If you answered the S&P 500, you'll get an A+ on one of those silly MSM man-on-the-street interviews the media loves. In fact, you'll probably know more about the market than the person posing the question.
In our recent "Upcoming Week" post we raised the issue of the BOJ's timing, the Fed closes one door and the BOJ opens another, about collusion. Collusion is just another name for market manipulation.
We said a cynic might voice some skepticism particularly since both BOJ and Federal Reserve bankers got want they wanted out of this market-surprising ploy that wrong-footed just about anyone and everyone.
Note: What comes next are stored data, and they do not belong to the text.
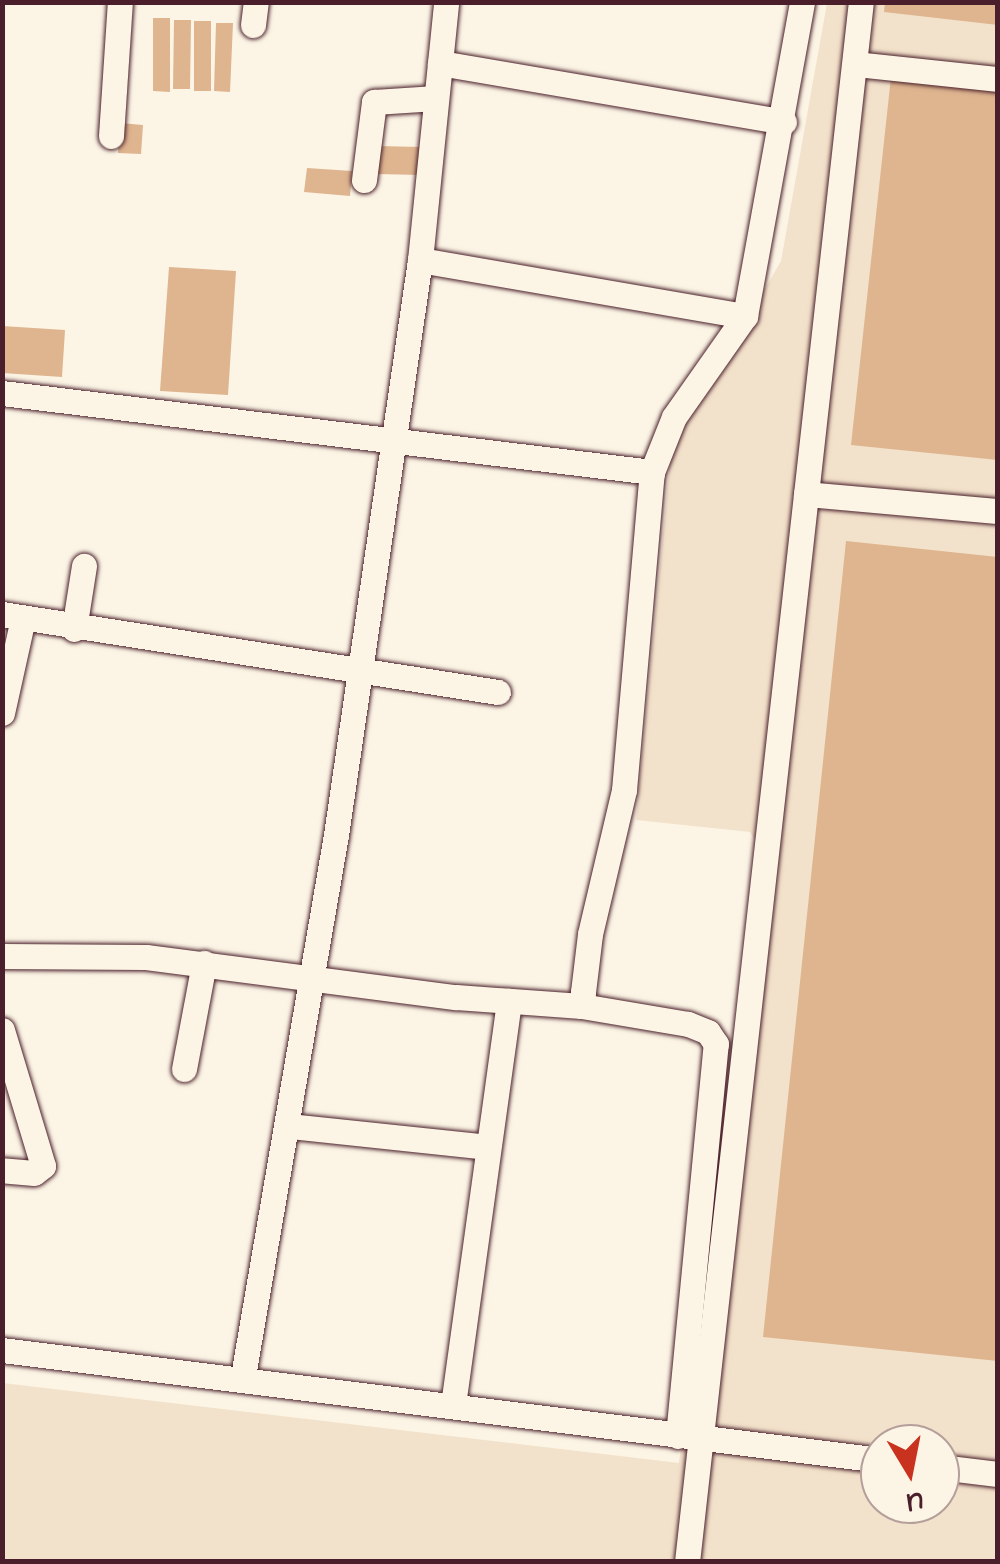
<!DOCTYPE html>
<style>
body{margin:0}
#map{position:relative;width:1000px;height:1564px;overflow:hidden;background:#fcf5e5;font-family:"Architects Daughter",sans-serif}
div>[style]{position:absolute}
.built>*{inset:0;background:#f3e2cb}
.building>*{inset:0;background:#deb58f}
.roads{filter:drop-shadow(0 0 2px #4a1f2b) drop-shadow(0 0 2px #4a1f2b)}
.minor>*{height:25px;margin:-12.5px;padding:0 12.5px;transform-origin:12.5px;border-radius:12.5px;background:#fcf5e5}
span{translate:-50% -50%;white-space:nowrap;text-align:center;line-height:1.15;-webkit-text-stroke:8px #fcf5e5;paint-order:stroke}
.frame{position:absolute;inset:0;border:5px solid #4a1f2b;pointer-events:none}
.north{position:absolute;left:860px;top:1424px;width:100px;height:100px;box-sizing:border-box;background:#fcf5e5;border:2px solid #b59f9b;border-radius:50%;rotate:170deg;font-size:28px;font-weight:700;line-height:40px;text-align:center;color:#4a1f2b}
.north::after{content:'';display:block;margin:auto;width:35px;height:45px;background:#c8321e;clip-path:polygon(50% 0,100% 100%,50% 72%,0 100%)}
</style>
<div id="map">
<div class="built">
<div style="clip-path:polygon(evenodd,827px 3px,997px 3px,997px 1561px,3px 1562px,3px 1383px,679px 1463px,759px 847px,750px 832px,636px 820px,671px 450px,781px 261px,827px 3px,880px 1444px,940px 1444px,940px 1504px,880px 1504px,880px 1444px)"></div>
</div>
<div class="building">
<div style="clip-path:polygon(885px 2px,998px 2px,998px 25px,884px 12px)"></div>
<div style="clip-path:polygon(153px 18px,170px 18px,170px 92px,153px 91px)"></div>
<div style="clip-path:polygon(174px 20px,191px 20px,190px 89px,173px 89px)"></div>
<div style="clip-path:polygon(194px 21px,211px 21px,211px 91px,194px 91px)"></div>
<div style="clip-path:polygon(216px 23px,233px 23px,230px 92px,214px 91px)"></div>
<div style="clip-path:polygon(891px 77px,998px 88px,998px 460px,851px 445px)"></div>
<div style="clip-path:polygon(120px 123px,143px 125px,141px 154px,118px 153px)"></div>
<div style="clip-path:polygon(377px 146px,422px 147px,421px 175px,376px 174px)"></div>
<div style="clip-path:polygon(307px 168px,352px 171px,350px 196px,304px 192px)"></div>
<div style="clip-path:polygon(169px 267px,236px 271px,228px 395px,160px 391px)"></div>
<div style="clip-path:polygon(2px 326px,65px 330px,62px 377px,2px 373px)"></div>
<div style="clip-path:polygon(846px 541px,998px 557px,998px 1361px,763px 1337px)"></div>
</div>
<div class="roads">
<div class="minor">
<div style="left:253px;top:25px;width:23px;rotate:-83deg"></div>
<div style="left:440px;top:63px;width:349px;rotate:9.7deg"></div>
<div style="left:855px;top:64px;width:144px;rotate:6deg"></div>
<div style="left:111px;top:136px;width:134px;rotate:-86.2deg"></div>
<div style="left:364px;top:180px;width:79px;rotate:-82.7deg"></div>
<div style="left:374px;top:102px;width:62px;rotate:-3.7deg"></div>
<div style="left:420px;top:260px;width:330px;rotate:9.8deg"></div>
<div style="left:2px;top:393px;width:655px;rotate:6.93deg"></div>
<div style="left:806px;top:494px;width:193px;rotate:5.1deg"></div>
<div style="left:2px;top:614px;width:502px;rotate:8.94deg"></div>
<div style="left:74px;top:629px;width:64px;rotate:-81deg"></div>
<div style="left:2px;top:713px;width:97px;rotate:-77.5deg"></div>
<div style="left:2px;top:956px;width:144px;rotate:0.4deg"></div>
<div style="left:146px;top:957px;width:313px;rotate:7.4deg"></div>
<div style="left:456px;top:997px;width:126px;rotate:4.1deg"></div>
<div style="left:2px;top:1030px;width:142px;rotate:73.2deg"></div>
<div style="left:43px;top:1166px;width:11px;rotate:142deg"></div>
<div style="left:34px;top:1173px;width:32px;rotate:-175deg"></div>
<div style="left:184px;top:1069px;width:108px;rotate:-79.3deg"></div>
<div style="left:289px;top:1126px;width:200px;rotate:6deg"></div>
<div style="left:2px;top:1350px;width:885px;rotate:7.14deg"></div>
<div style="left:243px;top:1376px;width:549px;rotate:-80.25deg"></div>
<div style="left:336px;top:835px;width:581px;rotate:-81.69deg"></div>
<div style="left:420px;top:260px;width:259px;rotate:-84.2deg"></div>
<div style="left:453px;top:1405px;width:408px;rotate:-82.1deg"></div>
<div style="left:678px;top:1436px;width:394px;rotate:-84.5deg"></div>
<div style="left:716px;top:1044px;width:14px;rotate:-124deg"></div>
<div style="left:708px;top:1032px;width:22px;rotate:-158deg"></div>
<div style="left:688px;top:1024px;width:108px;rotate:-170.4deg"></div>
<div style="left:582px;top:1006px;width:14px;rotate:-86deg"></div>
<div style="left:583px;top:992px;width:58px;rotate:-83.1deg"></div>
<div style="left:590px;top:934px;width:148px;rotate:-76.7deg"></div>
<div style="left:624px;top:790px;width:319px;rotate:-85deg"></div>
<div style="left:652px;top:472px;width:59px;rotate:-68.2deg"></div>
<div style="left:674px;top:417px;width:123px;rotate:-54.9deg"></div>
<div style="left:745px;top:316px;width:319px;rotate:-79.7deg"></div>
<div style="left:940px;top:1467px;width:58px;rotate:6.9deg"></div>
<div style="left:687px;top:1562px;width:1570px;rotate:-83.64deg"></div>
</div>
</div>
<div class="frame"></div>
<div class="north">U</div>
</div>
According to what we've seen, the BOJ governors voted by a slim 5-4 margin for the move. What's happening here is another beggar-thy-neighbor move: Japan exports more products to hopefully boost its pathetic economy and the U.S. dollar becomes the currency bully in a global pool of currencies primed for getting sand kicked in their faces.
It's a short-term win-win since the nervous Nelly Fed buys more jockeying time and the Fed gets more room to figure out where it stands on the deflation-inflation barometer. Hollywood scripts should be written so cleverly.
Next up the ECB. For a variety of reasons, most just bureaucratic excuses for we don't have a clue, the ECB has tried to get around large asset purchases. ECB President Mario Draghi's Do-Whatever-It-Takes leash just got a lot shorter.